:: Records for this task ::

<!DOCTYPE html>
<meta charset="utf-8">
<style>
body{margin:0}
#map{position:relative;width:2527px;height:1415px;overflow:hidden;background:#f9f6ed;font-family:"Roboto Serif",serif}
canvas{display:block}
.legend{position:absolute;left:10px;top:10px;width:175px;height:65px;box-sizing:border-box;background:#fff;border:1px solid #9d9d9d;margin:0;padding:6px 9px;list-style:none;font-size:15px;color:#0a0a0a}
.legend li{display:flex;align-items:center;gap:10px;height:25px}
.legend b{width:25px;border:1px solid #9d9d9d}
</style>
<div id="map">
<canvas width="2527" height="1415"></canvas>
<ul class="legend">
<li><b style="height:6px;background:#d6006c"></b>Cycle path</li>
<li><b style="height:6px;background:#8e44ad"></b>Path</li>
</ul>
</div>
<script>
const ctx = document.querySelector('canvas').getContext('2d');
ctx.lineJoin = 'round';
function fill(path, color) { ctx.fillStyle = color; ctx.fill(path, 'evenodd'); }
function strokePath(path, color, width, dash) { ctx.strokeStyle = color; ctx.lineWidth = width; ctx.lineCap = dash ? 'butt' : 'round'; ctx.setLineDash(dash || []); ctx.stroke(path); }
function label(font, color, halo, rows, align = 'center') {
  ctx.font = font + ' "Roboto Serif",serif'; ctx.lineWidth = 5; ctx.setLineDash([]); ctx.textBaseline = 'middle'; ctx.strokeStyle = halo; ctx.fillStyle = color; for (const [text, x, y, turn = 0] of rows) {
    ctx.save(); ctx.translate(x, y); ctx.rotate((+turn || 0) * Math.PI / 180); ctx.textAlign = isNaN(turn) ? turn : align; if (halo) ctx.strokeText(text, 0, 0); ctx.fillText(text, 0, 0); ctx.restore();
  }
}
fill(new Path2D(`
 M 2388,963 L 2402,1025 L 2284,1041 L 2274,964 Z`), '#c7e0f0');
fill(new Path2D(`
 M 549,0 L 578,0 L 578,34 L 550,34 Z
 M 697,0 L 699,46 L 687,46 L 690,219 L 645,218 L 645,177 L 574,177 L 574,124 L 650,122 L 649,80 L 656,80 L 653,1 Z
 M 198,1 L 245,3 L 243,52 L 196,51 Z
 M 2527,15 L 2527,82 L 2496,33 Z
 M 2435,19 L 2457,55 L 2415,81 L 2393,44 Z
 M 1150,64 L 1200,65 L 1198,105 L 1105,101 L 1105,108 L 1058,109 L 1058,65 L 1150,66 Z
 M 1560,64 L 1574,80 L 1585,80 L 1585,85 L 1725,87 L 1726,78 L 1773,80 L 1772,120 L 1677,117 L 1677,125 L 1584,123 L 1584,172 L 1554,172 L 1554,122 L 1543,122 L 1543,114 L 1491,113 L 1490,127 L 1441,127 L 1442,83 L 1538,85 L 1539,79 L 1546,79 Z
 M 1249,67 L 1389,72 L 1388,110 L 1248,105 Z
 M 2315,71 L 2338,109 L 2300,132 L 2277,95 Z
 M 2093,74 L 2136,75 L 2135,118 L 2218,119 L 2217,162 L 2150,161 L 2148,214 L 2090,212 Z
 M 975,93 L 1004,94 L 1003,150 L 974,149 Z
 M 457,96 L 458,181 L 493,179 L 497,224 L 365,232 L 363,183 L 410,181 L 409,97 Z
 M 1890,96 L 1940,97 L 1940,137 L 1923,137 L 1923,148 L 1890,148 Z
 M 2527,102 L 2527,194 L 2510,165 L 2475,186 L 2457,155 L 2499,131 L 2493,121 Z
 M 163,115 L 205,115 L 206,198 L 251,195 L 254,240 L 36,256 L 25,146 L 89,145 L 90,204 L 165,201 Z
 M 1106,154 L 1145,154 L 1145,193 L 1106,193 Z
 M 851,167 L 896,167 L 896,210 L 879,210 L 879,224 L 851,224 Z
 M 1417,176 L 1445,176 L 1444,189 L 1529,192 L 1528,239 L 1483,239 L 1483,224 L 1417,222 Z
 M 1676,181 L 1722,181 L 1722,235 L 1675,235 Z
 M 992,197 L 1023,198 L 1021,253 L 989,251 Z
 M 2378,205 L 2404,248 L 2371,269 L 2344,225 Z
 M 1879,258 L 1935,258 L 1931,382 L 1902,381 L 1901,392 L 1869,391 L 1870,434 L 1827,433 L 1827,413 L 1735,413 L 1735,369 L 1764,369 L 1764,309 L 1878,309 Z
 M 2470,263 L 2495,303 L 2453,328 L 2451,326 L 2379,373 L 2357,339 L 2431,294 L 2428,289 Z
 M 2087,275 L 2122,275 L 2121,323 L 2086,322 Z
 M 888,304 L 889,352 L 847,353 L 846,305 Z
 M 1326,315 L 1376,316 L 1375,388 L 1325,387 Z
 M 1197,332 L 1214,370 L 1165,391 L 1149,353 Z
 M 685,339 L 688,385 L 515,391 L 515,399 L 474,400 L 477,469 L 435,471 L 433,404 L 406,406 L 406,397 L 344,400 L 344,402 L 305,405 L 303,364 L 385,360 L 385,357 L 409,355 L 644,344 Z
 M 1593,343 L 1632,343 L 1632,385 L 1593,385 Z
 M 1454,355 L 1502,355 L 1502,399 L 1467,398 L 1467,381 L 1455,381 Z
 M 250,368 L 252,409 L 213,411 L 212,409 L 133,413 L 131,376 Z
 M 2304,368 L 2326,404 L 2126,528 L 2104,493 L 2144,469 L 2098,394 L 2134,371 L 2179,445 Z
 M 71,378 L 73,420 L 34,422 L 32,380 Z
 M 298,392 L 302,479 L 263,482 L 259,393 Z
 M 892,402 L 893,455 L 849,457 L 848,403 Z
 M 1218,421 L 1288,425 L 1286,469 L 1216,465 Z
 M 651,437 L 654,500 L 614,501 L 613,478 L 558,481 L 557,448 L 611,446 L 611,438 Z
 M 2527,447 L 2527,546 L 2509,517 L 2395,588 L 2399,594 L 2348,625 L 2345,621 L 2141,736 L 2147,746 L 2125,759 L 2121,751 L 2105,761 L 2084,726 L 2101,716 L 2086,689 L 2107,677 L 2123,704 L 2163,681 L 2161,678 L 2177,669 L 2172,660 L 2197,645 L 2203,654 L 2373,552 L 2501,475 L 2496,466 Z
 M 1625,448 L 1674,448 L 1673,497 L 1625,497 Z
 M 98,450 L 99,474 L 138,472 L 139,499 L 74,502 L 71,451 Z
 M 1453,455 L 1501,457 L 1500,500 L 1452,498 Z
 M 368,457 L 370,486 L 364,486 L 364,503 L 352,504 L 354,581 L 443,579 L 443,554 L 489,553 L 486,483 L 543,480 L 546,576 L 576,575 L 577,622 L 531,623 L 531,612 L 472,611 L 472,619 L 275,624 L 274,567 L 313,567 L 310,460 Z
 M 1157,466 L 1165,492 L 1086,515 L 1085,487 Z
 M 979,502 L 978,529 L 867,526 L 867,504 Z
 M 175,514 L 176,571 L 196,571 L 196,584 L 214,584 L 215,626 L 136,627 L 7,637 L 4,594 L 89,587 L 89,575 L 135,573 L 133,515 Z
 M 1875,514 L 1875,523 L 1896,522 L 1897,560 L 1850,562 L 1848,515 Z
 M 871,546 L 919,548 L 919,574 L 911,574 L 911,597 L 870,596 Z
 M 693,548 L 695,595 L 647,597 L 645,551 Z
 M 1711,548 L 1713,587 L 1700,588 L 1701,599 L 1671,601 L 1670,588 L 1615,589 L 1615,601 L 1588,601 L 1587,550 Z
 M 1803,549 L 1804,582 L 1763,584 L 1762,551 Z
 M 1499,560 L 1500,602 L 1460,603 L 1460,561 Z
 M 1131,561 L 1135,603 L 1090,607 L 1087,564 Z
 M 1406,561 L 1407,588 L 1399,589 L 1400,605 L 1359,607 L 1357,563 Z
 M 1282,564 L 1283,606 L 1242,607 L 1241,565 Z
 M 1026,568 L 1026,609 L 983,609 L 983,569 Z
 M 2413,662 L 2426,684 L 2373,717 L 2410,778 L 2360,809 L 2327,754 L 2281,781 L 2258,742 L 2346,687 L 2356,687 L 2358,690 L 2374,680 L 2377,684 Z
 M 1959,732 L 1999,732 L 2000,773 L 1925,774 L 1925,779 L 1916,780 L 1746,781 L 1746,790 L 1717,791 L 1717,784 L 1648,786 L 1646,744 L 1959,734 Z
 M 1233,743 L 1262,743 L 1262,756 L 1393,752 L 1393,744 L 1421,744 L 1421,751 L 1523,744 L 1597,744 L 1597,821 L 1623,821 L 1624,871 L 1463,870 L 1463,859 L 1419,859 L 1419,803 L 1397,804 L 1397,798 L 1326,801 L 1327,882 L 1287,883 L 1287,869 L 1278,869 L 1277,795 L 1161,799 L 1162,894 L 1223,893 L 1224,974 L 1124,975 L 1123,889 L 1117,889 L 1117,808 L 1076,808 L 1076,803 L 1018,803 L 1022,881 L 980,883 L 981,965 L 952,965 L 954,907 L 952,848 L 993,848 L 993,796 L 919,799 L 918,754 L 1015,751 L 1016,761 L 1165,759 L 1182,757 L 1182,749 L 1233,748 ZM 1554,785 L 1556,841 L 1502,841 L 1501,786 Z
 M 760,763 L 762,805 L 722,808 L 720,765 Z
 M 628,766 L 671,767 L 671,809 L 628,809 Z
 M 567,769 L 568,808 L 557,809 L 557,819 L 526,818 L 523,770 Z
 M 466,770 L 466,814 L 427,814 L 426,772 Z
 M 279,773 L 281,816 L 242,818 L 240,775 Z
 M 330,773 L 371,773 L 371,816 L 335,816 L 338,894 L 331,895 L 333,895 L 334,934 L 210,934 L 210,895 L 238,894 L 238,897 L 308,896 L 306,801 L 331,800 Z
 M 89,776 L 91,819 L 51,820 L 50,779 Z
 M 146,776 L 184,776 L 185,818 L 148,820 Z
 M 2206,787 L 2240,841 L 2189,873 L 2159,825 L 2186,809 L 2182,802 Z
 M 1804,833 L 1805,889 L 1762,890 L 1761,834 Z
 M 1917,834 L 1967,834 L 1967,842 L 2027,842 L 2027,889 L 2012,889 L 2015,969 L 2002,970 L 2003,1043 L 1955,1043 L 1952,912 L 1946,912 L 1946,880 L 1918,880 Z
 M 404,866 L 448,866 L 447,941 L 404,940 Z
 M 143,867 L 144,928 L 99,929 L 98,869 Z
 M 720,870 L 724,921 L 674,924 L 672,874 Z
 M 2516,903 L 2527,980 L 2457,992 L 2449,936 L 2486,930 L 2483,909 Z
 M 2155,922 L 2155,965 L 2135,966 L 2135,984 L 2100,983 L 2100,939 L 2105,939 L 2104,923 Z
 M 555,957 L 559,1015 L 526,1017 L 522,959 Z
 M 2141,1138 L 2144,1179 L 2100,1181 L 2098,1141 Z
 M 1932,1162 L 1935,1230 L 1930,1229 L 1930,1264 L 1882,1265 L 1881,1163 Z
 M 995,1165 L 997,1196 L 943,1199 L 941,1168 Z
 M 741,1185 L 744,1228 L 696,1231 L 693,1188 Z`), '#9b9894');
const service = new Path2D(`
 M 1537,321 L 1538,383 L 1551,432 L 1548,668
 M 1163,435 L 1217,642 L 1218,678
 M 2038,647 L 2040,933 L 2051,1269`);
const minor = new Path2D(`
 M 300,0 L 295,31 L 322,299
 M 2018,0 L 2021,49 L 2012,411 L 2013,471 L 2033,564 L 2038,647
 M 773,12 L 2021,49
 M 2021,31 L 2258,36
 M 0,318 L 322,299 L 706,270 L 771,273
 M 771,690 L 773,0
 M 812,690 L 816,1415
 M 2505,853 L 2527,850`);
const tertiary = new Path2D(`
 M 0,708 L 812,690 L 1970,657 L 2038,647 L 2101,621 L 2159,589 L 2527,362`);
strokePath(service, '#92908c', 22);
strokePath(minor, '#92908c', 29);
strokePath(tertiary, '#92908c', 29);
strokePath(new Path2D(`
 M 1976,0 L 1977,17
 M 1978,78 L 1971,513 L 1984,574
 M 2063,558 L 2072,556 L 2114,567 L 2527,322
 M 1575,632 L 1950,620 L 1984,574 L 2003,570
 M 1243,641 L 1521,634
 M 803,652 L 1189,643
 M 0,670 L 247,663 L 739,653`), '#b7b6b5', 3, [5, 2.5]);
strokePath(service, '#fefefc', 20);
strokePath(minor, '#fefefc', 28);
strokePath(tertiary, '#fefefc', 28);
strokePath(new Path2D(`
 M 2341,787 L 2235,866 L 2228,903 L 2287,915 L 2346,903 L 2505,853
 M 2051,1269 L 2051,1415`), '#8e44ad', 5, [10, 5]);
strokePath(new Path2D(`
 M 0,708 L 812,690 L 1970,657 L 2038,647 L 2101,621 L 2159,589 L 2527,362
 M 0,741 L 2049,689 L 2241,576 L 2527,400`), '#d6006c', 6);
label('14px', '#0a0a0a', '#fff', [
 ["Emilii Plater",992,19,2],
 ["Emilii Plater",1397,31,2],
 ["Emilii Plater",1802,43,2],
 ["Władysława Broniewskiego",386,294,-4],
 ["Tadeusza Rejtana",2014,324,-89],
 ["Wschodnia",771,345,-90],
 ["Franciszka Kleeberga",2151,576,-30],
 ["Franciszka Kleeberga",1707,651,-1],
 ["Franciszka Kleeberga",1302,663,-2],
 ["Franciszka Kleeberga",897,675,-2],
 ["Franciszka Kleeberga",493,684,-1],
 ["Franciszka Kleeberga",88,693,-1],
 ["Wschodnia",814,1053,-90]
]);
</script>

:::

#### [What to produce]
Find each line in the material above that carries the string "center", and copy it.

#### [Expected output]
.legend li{display:flex;align-items:center;gap:10px;height:25px}
function label(font, color, halo, rows, align = 'center') {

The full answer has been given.